▸ **PROBLEM**
Write the entries below out again in full. Match every character.

▸ **GIVEN RECORDS**
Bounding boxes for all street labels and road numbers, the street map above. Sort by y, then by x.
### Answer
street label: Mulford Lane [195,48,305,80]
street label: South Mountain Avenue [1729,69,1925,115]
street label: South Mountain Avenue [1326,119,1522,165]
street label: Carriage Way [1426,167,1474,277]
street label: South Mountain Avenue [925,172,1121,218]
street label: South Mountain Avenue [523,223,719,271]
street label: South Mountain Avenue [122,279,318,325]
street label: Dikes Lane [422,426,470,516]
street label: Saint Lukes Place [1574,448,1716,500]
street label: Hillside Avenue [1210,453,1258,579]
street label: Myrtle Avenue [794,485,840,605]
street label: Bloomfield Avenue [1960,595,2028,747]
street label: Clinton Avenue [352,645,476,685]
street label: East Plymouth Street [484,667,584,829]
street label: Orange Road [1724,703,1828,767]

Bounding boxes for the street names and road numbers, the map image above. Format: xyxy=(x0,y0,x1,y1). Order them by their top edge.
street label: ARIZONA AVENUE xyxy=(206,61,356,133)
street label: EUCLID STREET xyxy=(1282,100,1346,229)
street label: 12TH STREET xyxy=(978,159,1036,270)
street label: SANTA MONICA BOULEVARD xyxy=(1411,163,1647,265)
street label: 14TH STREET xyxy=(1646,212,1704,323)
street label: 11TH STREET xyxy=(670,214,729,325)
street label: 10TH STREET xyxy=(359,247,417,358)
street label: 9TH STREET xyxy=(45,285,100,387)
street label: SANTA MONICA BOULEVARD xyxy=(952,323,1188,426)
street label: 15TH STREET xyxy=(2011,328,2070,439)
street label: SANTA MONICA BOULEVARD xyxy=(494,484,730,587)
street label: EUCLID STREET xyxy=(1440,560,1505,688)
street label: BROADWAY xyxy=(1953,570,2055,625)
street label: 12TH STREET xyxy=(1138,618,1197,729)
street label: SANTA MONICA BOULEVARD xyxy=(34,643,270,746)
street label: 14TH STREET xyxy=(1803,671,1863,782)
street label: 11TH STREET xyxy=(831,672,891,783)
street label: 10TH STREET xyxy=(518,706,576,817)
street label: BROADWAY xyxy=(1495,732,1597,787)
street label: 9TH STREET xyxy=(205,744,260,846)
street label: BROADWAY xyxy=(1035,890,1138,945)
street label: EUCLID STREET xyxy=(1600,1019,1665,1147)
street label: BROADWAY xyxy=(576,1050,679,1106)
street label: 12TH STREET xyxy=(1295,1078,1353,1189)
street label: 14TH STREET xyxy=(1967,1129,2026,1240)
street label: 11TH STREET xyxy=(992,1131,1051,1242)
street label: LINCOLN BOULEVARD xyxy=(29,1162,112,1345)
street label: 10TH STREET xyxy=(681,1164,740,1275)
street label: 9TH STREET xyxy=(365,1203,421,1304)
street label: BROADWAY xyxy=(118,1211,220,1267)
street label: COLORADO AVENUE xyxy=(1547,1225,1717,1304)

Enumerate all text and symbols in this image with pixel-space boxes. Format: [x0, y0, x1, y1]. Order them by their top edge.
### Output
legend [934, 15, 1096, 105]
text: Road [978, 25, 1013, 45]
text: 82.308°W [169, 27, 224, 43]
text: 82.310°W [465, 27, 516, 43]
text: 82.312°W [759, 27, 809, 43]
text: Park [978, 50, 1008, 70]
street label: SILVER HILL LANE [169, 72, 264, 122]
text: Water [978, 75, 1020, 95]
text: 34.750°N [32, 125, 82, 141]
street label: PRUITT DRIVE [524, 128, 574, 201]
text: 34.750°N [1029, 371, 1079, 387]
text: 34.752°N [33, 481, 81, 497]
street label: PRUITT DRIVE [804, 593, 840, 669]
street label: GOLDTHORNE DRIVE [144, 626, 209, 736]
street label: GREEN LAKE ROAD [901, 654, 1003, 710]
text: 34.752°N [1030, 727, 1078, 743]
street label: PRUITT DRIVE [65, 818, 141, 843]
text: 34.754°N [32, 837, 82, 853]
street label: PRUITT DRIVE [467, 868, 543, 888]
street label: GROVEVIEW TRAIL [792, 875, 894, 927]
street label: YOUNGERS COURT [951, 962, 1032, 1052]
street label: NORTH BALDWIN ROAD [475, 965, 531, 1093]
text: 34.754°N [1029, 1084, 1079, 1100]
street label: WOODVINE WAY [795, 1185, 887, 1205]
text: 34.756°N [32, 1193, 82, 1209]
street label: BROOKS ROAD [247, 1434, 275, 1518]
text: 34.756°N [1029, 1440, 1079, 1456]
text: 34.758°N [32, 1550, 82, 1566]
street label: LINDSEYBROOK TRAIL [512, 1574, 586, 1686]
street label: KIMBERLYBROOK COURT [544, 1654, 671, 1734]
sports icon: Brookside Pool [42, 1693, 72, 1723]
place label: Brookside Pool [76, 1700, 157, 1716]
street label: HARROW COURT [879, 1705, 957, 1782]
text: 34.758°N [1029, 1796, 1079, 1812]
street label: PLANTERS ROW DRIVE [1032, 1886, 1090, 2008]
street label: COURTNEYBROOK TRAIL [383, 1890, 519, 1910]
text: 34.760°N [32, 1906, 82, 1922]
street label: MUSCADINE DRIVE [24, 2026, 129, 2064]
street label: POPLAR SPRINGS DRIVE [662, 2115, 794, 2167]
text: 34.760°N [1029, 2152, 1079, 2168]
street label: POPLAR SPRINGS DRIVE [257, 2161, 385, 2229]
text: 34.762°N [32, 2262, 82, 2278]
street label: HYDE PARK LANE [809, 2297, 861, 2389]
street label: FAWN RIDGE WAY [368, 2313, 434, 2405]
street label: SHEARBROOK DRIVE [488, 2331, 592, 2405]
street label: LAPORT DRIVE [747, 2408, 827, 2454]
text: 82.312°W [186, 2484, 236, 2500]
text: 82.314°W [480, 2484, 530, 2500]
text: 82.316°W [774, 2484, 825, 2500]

▸ **SOLUTION TO THIS PROBLEM**
Bounding boxes for all street labels and road numbers, the street map above. Sort by y, then by x.
### Answer
street label: Mulford Lane [195,48,305,80]
street label: South Mountain Avenue [1729,69,1925,115]
street label: South Mountain Avenue [1326,119,1522,165]
street label: Carriage Way [1426,167,1474,277]
street label: South Mountain Avenue [925,172,1121,218]
street label: South Mountain Avenue [523,223,719,271]
street label: South Mountain Avenue [122,279,318,325]
street label: Dikes Lane [422,426,470,516]
street label: Saint Lukes Place [1574,448,1716,500]
street label: Hillside Avenue [1210,453,1258,579]
street label: Myrtle Avenue [794,485,840,605]
street label: Bloomfield Avenue [1960,595,2028,747]
street label: Clinton Avenue [352,645,476,685]
street label: East Plymouth Street [484,667,584,829]
street label: Orange Road [1724,703,1828,767]

Bounding boxes for the street names and road numbers, the map image above. Format: xyxy=(x0,y0,x1,y1). Order them by their top edge.
street label: ARIZONA AVENUE xyxy=(206,61,356,133)
street label: EUCLID STREET xyxy=(1282,100,1346,229)
street label: 12TH STREET xyxy=(978,159,1036,270)
street label: SANTA MONICA BOULEVARD xyxy=(1411,163,1647,265)
street label: 14TH STREET xyxy=(1646,212,1704,323)
street label: 11TH STREET xyxy=(670,214,729,325)
street label: 10TH STREET xyxy=(359,247,417,358)
street label: 9TH STREET xyxy=(45,285,100,387)
street label: SANTA MONICA BOULEVARD xyxy=(952,323,1188,426)
street label: 15TH STREET xyxy=(2011,328,2070,439)
street label: SANTA MONICA BOULEVARD xyxy=(494,484,730,587)
street label: EUCLID STREET xyxy=(1440,560,1505,688)
street label: BROADWAY xyxy=(1953,570,2055,625)
street label: 12TH STREET xyxy=(1138,618,1197,729)
street label: SANTA MONICA BOULEVARD xyxy=(34,643,270,746)
street label: 14TH STREET xyxy=(1803,671,1863,782)
street label: 11TH STREET xyxy=(831,672,891,783)
street label: 10TH STREET xyxy=(518,706,576,817)
street label: BROADWAY xyxy=(1495,732,1597,787)
street label: 9TH STREET xyxy=(205,744,260,846)
street label: BROADWAY xyxy=(1035,890,1138,945)
street label: EUCLID STREET xyxy=(1600,1019,1665,1147)
street label: BROADWAY xyxy=(576,1050,679,1106)
street label: 12TH STREET xyxy=(1295,1078,1353,1189)
street label: 14TH STREET xyxy=(1967,1129,2026,1240)
street label: 11TH STREET xyxy=(992,1131,1051,1242)
street label: LINCOLN BOULEVARD xyxy=(29,1162,112,1345)
street label: 10TH STREET xyxy=(681,1164,740,1275)
street label: 9TH STREET xyxy=(365,1203,421,1304)
street label: BROADWAY xyxy=(118,1211,220,1267)
street label: COLORADO AVENUE xyxy=(1547,1225,1717,1304)

Enumerate all text and symbols in this image with pixel-space boxes. Format: [x0, y0, x1, y1]. Order them by their top edge.
### Output
legend [934, 15, 1096, 105]
text: Road [978, 25, 1013, 45]
text: 82.308°W [169, 27, 224, 43]
text: 82.310°W [465, 27, 516, 43]
text: 82.312°W [759, 27, 809, 43]
text: Park [978, 50, 1008, 70]
street label: SILVER HILL LANE [169, 72, 264, 122]
text: Water [978, 75, 1020, 95]
text: 34.750°N [32, 125, 82, 141]
street label: PRUITT DRIVE [524, 128, 574, 201]
text: 34.750°N [1029, 371, 1079, 387]
text: 34.752°N [33, 481, 81, 497]
street label: PRUITT DRIVE [804, 593, 840, 669]
street label: GOLDTHORNE DRIVE [144, 626, 209, 736]
street label: GREEN LAKE ROAD [901, 654, 1003, 710]
text: 34.752°N [1030, 727, 1078, 743]
street label: PRUITT DRIVE [65, 818, 141, 843]
text: 34.754°N [32, 837, 82, 853]
street label: PRUITT DRIVE [467, 868, 543, 888]
street label: GROVEVIEW TRAIL [792, 875, 894, 927]
street label: YOUNGERS COURT [951, 962, 1032, 1052]
street label: NORTH BALDWIN ROAD [475, 965, 531, 1093]
text: 34.754°N [1029, 1084, 1079, 1100]
street label: WOODVINE WAY [795, 1185, 887, 1205]
text: 34.756°N [32, 1193, 82, 1209]
street label: BROOKS ROAD [247, 1434, 275, 1518]
text: 34.756°N [1029, 1440, 1079, 1456]
text: 34.758°N [32, 1550, 82, 1566]
street label: LINDSEYBROOK TRAIL [512, 1574, 586, 1686]
street label: KIMBERLYBROOK COURT [544, 1654, 671, 1734]
sports icon: Brookside Pool [42, 1693, 72, 1723]
place label: Brookside Pool [76, 1700, 157, 1716]
street label: HARROW COURT [879, 1705, 957, 1782]
text: 34.758°N [1029, 1796, 1079, 1812]
street label: PLANTERS ROW DRIVE [1032, 1886, 1090, 2008]
street label: COURTNEYBROOK TRAIL [383, 1890, 519, 1910]
text: 34.760°N [32, 1906, 82, 1922]
street label: MUSCADINE DRIVE [24, 2026, 129, 2064]
street label: POPLAR SPRINGS DRIVE [662, 2115, 794, 2167]
text: 34.760°N [1029, 2152, 1079, 2168]
street label: POPLAR SPRINGS DRIVE [257, 2161, 385, 2229]
text: 34.762°N [32, 2262, 82, 2278]
street label: HYDE PARK LANE [809, 2297, 861, 2389]
street label: FAWN RIDGE WAY [368, 2313, 434, 2405]
street label: SHEARBROOK DRIVE [488, 2331, 592, 2405]
street label: LAPORT DRIVE [747, 2408, 827, 2454]
text: 82.312°W [186, 2484, 236, 2500]
text: 82.314°W [480, 2484, 530, 2500]
text: 82.316°W [774, 2484, 825, 2500]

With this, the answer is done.